You could extend the geometric progressions in each of the factors indefinitely without creating any new contributions to $x^{12}$ (since the added terms are all of too high degree for that). Your problem then is equivalent to finding the number of solutions $a,b,c,d,e,f\in\mathbf N$ (with $0\in\mathbf N$) to the equation $$ 2a+4b+6c+8d+10e+12f=12, $$ as such a solution counts corresponds to picking terms $x^{2a}$, $x^{4b}$, $x^{6c}$, $x^{8d}$, $x^{10e}$, $x^{12f}$ from the respective factors and muliplying them to give $x^{12}$. After dividing by $2$ this gives the equivalent $a+2b+3c+4d+5e+6f=6$. At this point (or earlier) you may recognise that you are counting the partitions of $6$ (with $a,b,c,d,e,f$ giving the multiplicities of $1,2,3,4,5,6$ as part, respectively), so the answer is going to be $11$.

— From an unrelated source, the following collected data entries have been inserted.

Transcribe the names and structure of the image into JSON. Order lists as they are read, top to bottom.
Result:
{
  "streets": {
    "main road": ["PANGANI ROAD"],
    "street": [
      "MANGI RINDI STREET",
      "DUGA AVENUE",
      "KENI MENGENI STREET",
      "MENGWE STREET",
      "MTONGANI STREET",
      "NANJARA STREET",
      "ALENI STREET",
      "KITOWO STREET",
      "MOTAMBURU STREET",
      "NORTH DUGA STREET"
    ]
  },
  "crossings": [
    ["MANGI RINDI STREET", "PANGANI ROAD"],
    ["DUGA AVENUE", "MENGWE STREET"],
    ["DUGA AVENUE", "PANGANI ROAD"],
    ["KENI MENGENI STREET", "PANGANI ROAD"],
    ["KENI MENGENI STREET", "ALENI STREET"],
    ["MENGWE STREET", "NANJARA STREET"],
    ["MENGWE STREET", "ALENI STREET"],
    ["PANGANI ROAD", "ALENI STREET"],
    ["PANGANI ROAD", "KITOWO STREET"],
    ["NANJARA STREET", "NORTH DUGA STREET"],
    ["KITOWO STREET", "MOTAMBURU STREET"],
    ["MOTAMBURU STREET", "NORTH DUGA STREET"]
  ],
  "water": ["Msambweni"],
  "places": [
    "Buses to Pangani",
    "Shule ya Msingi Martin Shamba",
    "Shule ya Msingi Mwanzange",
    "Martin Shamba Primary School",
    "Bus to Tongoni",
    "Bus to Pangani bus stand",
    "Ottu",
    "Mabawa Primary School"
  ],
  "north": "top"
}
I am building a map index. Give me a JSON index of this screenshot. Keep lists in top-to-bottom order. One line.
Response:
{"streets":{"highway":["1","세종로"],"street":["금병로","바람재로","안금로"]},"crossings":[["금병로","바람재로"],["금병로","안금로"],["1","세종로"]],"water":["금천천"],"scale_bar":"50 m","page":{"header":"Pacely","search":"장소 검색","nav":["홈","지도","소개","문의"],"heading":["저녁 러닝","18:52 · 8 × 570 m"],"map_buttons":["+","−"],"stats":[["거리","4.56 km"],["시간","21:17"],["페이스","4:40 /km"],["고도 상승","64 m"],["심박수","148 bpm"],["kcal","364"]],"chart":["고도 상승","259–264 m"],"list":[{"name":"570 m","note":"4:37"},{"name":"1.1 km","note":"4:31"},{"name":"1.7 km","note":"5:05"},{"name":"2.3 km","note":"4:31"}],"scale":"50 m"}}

If you consider looking-up to be cheating, you can do computations of this kind by maintaining an array with the coefficients of the current polynomial, and successively incorporating the factors by multiplication. Each factor being a geometric series $S=1+x^d+x^{2d}+\cdots$, there is a trick to doing this efficiently. Let $P$ be multiplied by $S$, then the (new) coefficient of $x^k$ in $PS$ will be equal to the (old) coefficient of $x^k$ in $P$ plus (if $k\geq d$) the (new) coefficient of $x^{k-d}$ in $PS$; this comes from writing $S=1+x^dS$. So to do the multiplication, traverse the array of coefficients from left to right, adding each coefficient to the one $d$ places to its right, until running off the end of the array. Here is a piece of Python code that does it, just to show how easy it is. It prints $11$.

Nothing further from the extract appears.